• **Task brief**: If a line in the entries contains the word "nowrap", list it.
[Recorded information — start]
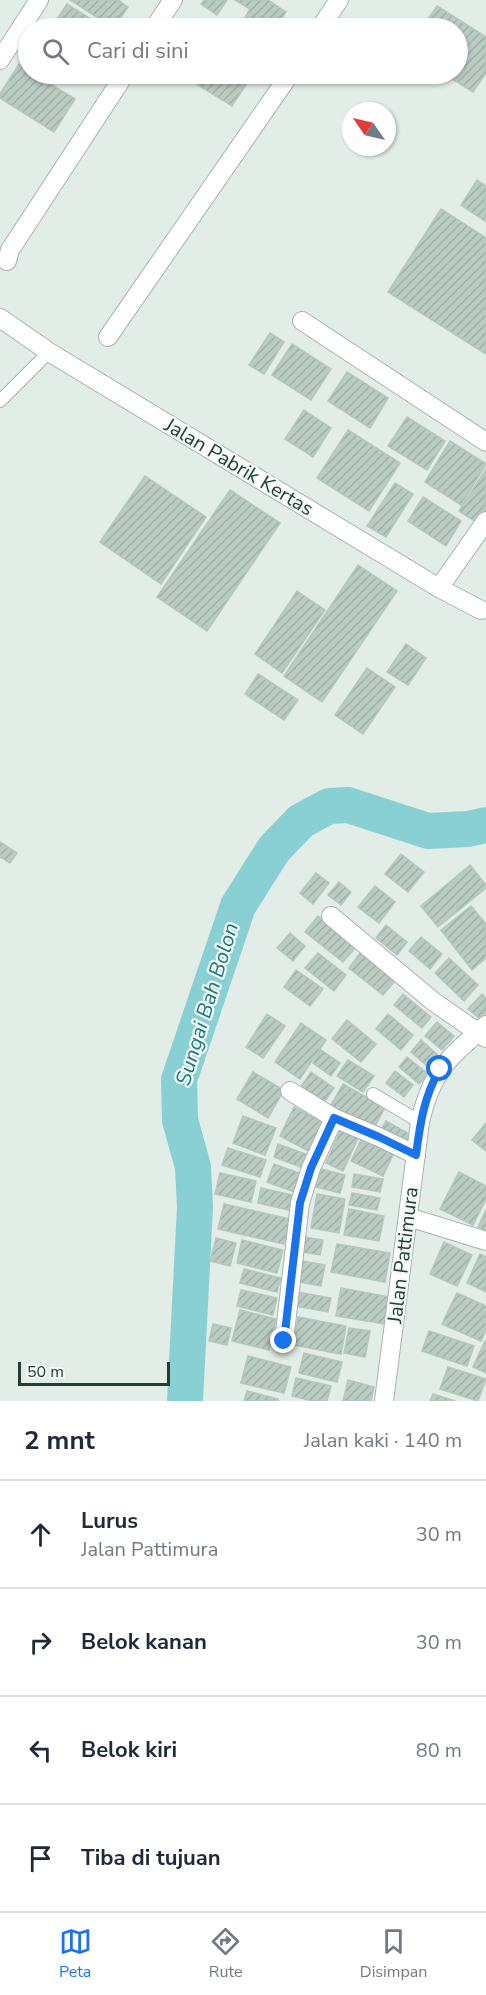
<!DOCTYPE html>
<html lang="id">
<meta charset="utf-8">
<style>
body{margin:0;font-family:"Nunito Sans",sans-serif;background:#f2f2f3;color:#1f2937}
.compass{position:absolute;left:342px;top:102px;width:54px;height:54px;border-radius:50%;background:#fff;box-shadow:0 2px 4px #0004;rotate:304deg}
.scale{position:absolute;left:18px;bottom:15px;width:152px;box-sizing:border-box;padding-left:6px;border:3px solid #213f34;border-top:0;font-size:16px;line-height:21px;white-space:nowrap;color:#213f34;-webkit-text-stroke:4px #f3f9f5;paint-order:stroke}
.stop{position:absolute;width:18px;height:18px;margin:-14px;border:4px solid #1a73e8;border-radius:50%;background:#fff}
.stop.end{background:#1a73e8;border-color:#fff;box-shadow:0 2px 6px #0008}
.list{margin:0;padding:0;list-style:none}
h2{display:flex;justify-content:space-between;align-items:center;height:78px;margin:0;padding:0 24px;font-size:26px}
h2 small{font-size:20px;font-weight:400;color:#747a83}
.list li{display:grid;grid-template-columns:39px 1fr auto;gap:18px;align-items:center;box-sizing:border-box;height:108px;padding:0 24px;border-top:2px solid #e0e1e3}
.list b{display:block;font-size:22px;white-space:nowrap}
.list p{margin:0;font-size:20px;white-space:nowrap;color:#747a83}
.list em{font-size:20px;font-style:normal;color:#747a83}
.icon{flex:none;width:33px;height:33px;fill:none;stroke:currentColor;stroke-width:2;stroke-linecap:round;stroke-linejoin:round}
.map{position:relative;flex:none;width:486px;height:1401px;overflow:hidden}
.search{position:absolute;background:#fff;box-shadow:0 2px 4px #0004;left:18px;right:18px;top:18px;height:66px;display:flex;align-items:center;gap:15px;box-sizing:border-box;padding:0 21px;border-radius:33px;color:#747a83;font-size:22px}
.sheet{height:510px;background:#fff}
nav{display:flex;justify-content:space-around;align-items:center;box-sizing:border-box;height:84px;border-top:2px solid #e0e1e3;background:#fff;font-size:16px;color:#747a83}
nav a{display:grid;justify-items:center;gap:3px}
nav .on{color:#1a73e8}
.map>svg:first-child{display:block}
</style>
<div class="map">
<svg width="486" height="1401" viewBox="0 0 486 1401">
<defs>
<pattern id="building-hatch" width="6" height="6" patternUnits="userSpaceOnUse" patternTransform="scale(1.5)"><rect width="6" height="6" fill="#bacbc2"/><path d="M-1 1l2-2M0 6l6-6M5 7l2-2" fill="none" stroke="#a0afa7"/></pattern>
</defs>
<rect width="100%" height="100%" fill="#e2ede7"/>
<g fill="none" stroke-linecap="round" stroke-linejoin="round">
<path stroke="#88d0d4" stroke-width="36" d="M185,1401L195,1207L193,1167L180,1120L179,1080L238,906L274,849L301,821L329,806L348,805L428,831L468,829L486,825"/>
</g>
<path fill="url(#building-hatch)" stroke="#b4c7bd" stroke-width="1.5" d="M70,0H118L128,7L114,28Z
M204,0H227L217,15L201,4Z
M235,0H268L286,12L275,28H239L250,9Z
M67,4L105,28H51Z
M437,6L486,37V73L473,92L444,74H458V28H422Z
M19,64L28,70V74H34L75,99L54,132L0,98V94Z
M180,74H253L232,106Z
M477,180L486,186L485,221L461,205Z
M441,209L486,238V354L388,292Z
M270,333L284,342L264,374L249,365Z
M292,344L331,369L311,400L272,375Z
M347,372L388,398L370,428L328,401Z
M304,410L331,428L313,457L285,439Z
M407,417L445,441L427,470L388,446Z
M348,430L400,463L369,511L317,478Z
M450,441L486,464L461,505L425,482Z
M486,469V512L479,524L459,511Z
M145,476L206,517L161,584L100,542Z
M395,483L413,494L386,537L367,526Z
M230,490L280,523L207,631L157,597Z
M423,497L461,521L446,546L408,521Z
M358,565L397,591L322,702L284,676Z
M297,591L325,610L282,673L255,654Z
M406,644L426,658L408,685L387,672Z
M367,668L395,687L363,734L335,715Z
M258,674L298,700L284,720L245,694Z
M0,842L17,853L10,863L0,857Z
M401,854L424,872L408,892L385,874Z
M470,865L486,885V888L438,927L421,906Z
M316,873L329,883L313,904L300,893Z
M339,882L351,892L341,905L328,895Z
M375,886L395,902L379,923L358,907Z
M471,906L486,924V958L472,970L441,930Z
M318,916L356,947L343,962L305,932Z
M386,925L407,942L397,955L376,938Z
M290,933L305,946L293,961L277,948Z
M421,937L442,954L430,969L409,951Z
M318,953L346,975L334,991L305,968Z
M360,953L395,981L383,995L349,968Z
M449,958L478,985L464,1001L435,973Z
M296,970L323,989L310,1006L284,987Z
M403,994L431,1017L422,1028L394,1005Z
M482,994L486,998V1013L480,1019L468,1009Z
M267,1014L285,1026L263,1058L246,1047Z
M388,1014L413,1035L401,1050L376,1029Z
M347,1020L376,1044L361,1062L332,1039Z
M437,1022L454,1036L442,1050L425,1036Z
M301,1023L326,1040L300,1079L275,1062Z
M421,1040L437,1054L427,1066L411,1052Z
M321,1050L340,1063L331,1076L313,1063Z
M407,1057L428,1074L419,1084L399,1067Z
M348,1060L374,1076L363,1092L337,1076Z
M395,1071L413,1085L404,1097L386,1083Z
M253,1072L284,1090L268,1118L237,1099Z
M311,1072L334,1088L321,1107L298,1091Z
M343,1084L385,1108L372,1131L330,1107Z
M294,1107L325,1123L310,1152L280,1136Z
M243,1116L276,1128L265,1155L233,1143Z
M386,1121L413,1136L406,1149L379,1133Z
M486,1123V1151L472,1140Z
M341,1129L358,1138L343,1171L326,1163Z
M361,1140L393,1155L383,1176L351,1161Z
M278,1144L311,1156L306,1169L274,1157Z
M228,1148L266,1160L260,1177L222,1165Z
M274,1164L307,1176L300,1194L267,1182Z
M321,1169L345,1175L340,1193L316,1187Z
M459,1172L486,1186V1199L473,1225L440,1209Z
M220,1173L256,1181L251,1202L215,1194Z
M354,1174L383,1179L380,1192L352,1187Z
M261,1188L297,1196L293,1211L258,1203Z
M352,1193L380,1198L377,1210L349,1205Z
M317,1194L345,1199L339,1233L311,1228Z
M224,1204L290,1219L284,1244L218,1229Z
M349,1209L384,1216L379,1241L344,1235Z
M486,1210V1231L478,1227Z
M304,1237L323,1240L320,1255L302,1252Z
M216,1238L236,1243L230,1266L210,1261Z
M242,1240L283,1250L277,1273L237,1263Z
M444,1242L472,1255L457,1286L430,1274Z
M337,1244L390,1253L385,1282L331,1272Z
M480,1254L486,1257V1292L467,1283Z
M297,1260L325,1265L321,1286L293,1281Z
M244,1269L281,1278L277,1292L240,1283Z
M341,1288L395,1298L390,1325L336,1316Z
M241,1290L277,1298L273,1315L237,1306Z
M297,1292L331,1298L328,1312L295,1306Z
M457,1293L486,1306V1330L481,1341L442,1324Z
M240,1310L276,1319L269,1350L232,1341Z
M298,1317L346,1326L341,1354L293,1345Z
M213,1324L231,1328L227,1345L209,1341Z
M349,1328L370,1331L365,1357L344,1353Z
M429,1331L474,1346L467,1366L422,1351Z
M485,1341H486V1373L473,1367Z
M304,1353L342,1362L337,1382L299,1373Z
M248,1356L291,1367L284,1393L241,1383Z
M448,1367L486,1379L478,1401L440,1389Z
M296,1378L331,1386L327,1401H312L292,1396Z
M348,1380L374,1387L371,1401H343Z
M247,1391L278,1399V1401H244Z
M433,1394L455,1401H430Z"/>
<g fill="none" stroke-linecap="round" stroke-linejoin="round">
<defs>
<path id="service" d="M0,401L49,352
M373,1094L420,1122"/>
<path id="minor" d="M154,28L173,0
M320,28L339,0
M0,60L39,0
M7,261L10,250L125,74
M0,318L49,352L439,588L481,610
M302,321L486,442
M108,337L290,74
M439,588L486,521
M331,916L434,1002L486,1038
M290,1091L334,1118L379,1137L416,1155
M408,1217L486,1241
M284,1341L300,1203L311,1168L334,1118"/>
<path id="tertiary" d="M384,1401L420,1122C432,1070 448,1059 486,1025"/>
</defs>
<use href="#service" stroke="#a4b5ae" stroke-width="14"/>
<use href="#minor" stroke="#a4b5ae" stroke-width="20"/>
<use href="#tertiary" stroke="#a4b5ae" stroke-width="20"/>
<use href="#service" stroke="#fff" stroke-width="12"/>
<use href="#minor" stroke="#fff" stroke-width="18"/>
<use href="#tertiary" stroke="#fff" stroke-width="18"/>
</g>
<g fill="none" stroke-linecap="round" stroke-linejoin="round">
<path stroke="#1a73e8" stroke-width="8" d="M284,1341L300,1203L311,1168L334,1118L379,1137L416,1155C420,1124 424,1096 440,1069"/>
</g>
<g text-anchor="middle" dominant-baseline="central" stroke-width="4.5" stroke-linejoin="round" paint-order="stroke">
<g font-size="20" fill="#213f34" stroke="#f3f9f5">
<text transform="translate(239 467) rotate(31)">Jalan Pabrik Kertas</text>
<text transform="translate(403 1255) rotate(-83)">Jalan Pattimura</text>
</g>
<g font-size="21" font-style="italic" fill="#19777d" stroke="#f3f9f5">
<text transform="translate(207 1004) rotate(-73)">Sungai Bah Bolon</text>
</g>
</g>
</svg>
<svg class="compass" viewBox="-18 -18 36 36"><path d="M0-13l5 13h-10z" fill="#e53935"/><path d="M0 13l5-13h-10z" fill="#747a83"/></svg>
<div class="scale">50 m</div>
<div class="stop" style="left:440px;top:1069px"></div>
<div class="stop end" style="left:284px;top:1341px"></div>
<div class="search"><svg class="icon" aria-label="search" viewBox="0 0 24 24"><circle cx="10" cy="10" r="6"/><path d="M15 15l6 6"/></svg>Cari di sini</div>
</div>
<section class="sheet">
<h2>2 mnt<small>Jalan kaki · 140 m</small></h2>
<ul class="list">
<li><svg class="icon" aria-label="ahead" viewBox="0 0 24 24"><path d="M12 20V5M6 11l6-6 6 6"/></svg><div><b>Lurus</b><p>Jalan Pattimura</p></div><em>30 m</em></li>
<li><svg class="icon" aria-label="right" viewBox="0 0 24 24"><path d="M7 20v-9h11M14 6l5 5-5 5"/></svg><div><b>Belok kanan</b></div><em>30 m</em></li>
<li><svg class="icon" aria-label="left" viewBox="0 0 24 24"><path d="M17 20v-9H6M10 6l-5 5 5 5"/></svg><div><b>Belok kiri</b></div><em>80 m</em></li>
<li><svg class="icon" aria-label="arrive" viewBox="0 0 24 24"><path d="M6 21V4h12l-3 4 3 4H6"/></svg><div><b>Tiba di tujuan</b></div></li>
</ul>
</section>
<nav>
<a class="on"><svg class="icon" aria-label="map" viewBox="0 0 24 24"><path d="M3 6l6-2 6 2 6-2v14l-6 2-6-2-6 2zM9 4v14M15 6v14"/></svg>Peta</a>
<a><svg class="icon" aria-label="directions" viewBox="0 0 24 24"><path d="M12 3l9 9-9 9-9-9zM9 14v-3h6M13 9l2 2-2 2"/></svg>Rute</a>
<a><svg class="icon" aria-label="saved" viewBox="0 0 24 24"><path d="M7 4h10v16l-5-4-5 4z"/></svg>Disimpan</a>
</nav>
[Recorded information — finish]
• **Reply**:
.scale{position:absolute;left:18px;bottom:15px;width:152px;box-sizing:border-box;padding-left:6px;border:3px solid #213f34;border-top:0;font-size:16px;line-height:21px;white-space:nowrap;color:#213f34;-webkit-text-stroke:4px #f3f9f5;paint-order:stroke}
.list b{display:block;font-size:22px;white-space:nowrap}
.list p{margin:0;font-size:20px;white-space:nowrap;color:#747a83}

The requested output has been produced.